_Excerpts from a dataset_

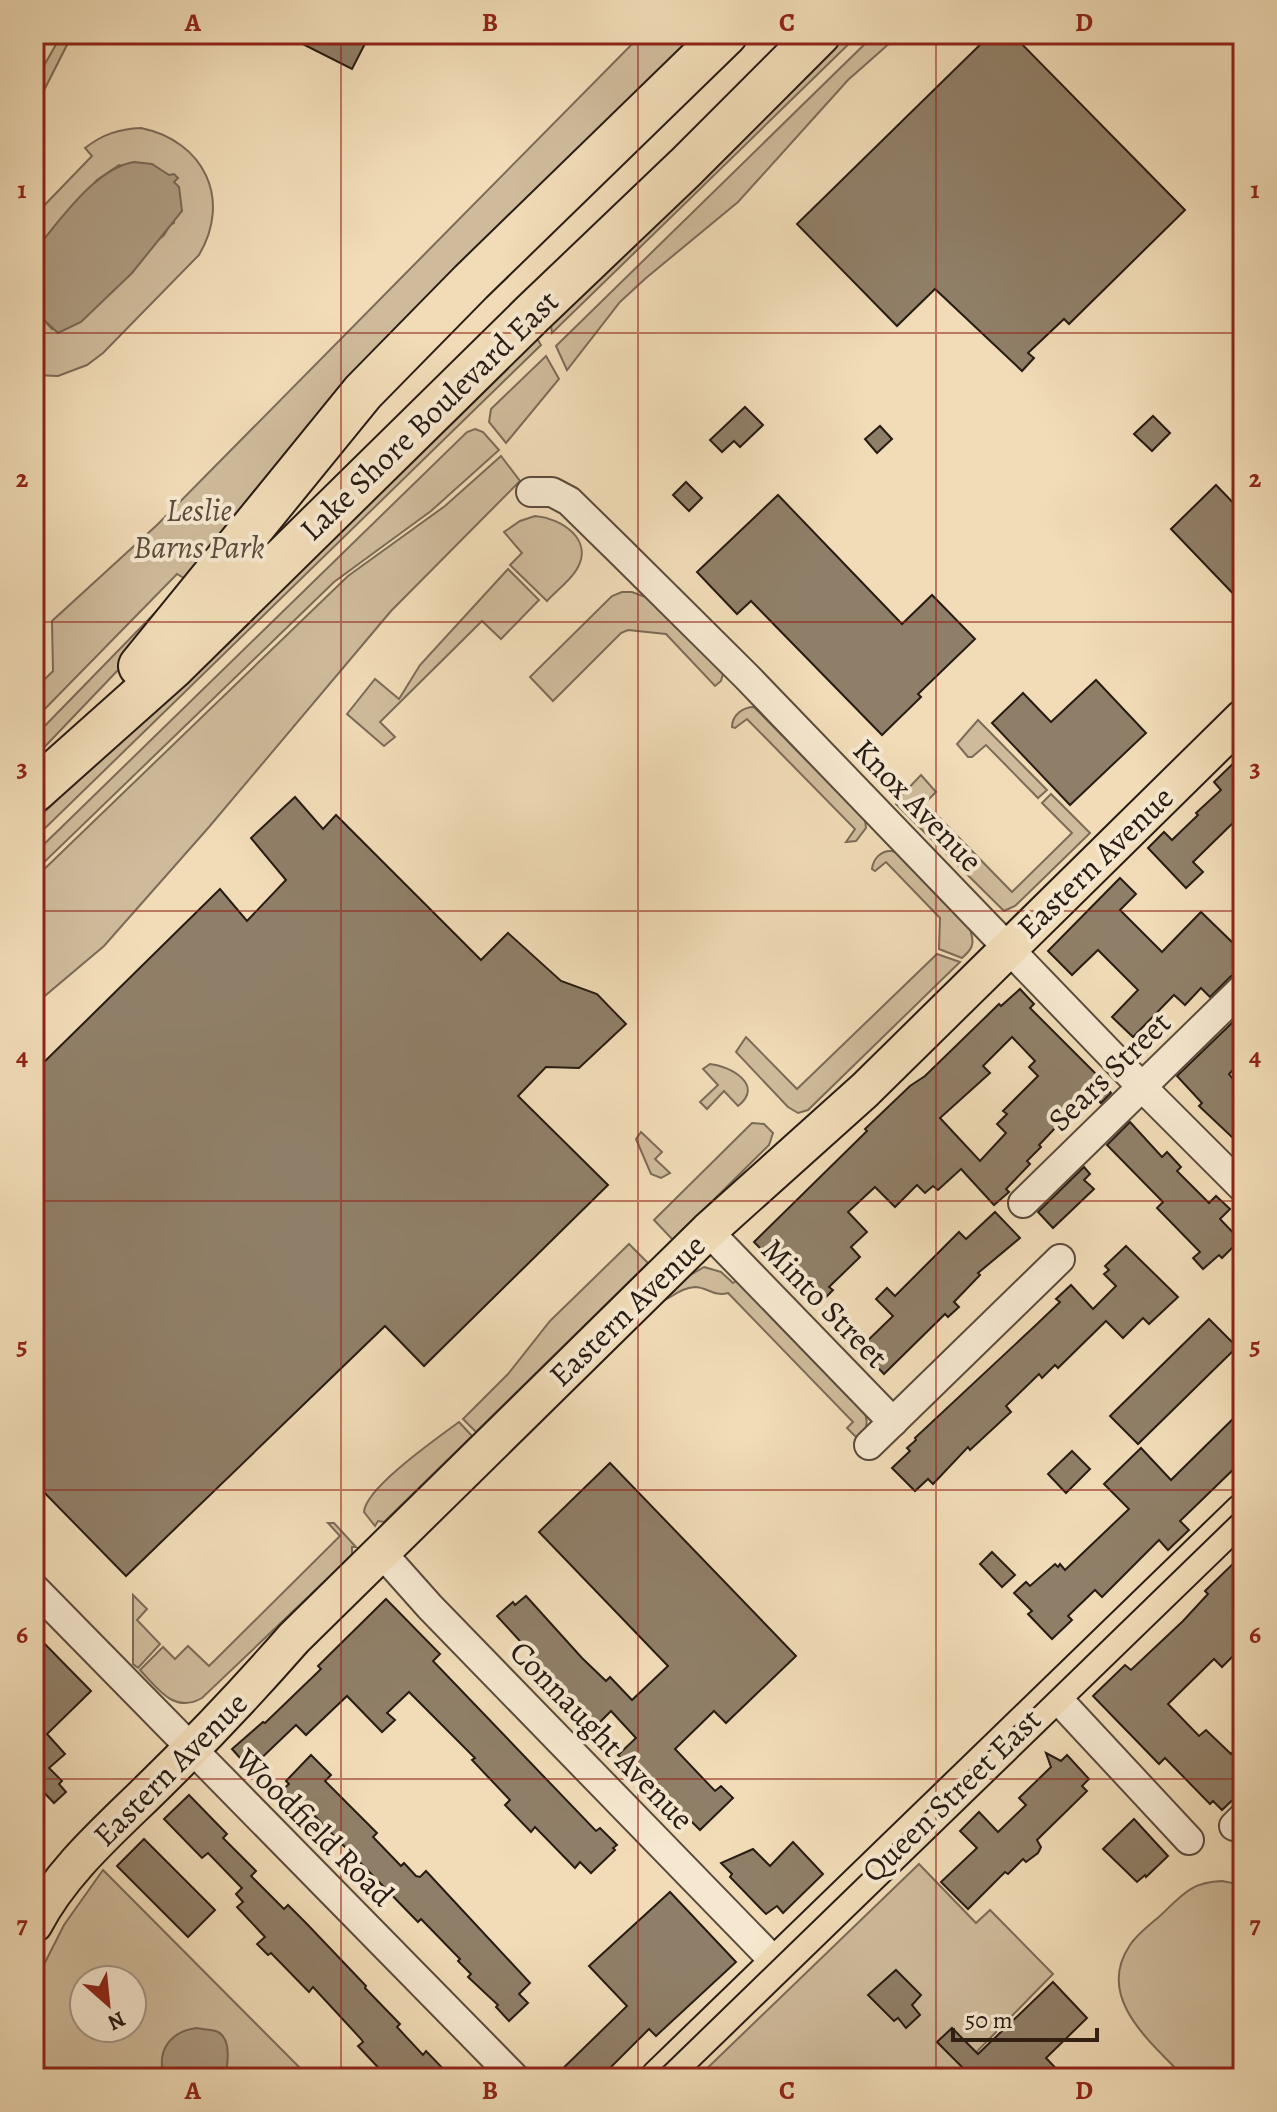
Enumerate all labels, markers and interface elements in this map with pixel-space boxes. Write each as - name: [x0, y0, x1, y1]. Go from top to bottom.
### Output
- text: A: [184, 5, 202, 40]
- text: B: [482, 5, 498, 40]
- text: C: [779, 5, 795, 40]
- text: D: [1075, 5, 1093, 40]
- text: 1: [17, 172, 27, 207]
- text: 1: [1250, 172, 1260, 207]
- street label: Lake Shore Boulevard East: [290, 280, 568, 550]
- text: 2: [16, 461, 29, 496]
- text: 2: [1249, 461, 1262, 496]
- park label: Leslie Barns Park: [133, 488, 265, 569]
- street label: Knox Avenue: [843, 729, 993, 881]
- text: 3: [16, 750, 28, 785]
- text: 3: [1249, 750, 1261, 785]
- street label: Eastern Avenue: [1007, 776, 1183, 948]
- street label: Sears Street: [1038, 1001, 1180, 1141]
- text: 4: [16, 1039, 28, 1074]
- text: 4: [1249, 1039, 1261, 1074]
- street label: Eastern Avenue: [539, 1224, 715, 1396]
- street label: Minto Street: [752, 1228, 898, 1378]
- text: 5: [16, 1328, 28, 1363]
- text: 5: [1249, 1328, 1261, 1363]
- text: 6: [16, 1617, 28, 1652]
- text: 6: [1249, 1617, 1261, 1652]
- street label: Connaught Avenue: [500, 1631, 704, 1839]
- street label: Eastern Avenue: [83, 1682, 257, 1856]
- street label: Queen Street East: [852, 1698, 1050, 1892]
- street label: Woodfield Road: [225, 1737, 405, 1917]
- text: 7: [16, 1907, 28, 1942]
- text: 7: [1249, 1907, 1261, 1942]
- north arrow: [68, 1964, 148, 2044]
- scale bar: [953, 1992, 1097, 2042]
- text: N: [103, 2004, 131, 2038]
- text: 50 m: [965, 2004, 1013, 2036]
- text: A: [184, 2073, 202, 2108]
- text: B: [482, 2073, 498, 2108]
- text: C: [779, 2073, 795, 2108]
- text: D: [1075, 2073, 1093, 2108]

_Exercise instructions_
Only the pictures are to be left out; write out all the other data exactly.

_Exercise answer_
Enumerate all labels, markers and interface elements in this map with pixel-space boxes. Write each as - name: [x0, y0, x1, y1]. Go from top to bottom.
### Output
- text: A: [184, 5, 202, 40]
- text: B: [482, 5, 498, 40]
- text: C: [779, 5, 795, 40]
- text: D: [1075, 5, 1093, 40]
- text: 1: [17, 172, 27, 207]
- text: 1: [1250, 172, 1260, 207]
- street label: Lake Shore Boulevard East: [290, 280, 568, 550]
- text: 2: [16, 461, 29, 496]
- text: 2: [1249, 461, 1262, 496]
- park label: Leslie Barns Park: [133, 488, 265, 569]
- street label: Knox Avenue: [843, 729, 993, 881]
- text: 3: [16, 750, 28, 785]
- text: 3: [1249, 750, 1261, 785]
- street label: Eastern Avenue: [1007, 776, 1183, 948]
- street label: Sears Street: [1038, 1001, 1180, 1141]
- text: 4: [16, 1039, 28, 1074]
- text: 4: [1249, 1039, 1261, 1074]
- street label: Eastern Avenue: [539, 1224, 715, 1396]
- street label: Minto Street: [752, 1228, 898, 1378]
- text: 5: [16, 1328, 28, 1363]
- text: 5: [1249, 1328, 1261, 1363]
- text: 6: [16, 1617, 28, 1652]
- text: 6: [1249, 1617, 1261, 1652]
- street label: Connaught Avenue: [500, 1631, 704, 1839]
- street label: Eastern Avenue: [83, 1682, 257, 1856]
- street label: Queen Street East: [852, 1698, 1050, 1892]
- street label: Woodfield Road: [225, 1737, 405, 1917]
- text: 7: [16, 1907, 28, 1942]
- text: 7: [1249, 1907, 1261, 1942]
- north arrow: [68, 1964, 148, 2044]
- scale bar: [953, 1992, 1097, 2042]
- text: N: [103, 2004, 131, 2038]
- text: 50 m: [965, 2004, 1013, 2036]
- text: A: [184, 2073, 202, 2108]
- text: B: [482, 2073, 498, 2108]
- text: C: [779, 2073, 795, 2108]
- text: D: [1075, 2073, 1093, 2108]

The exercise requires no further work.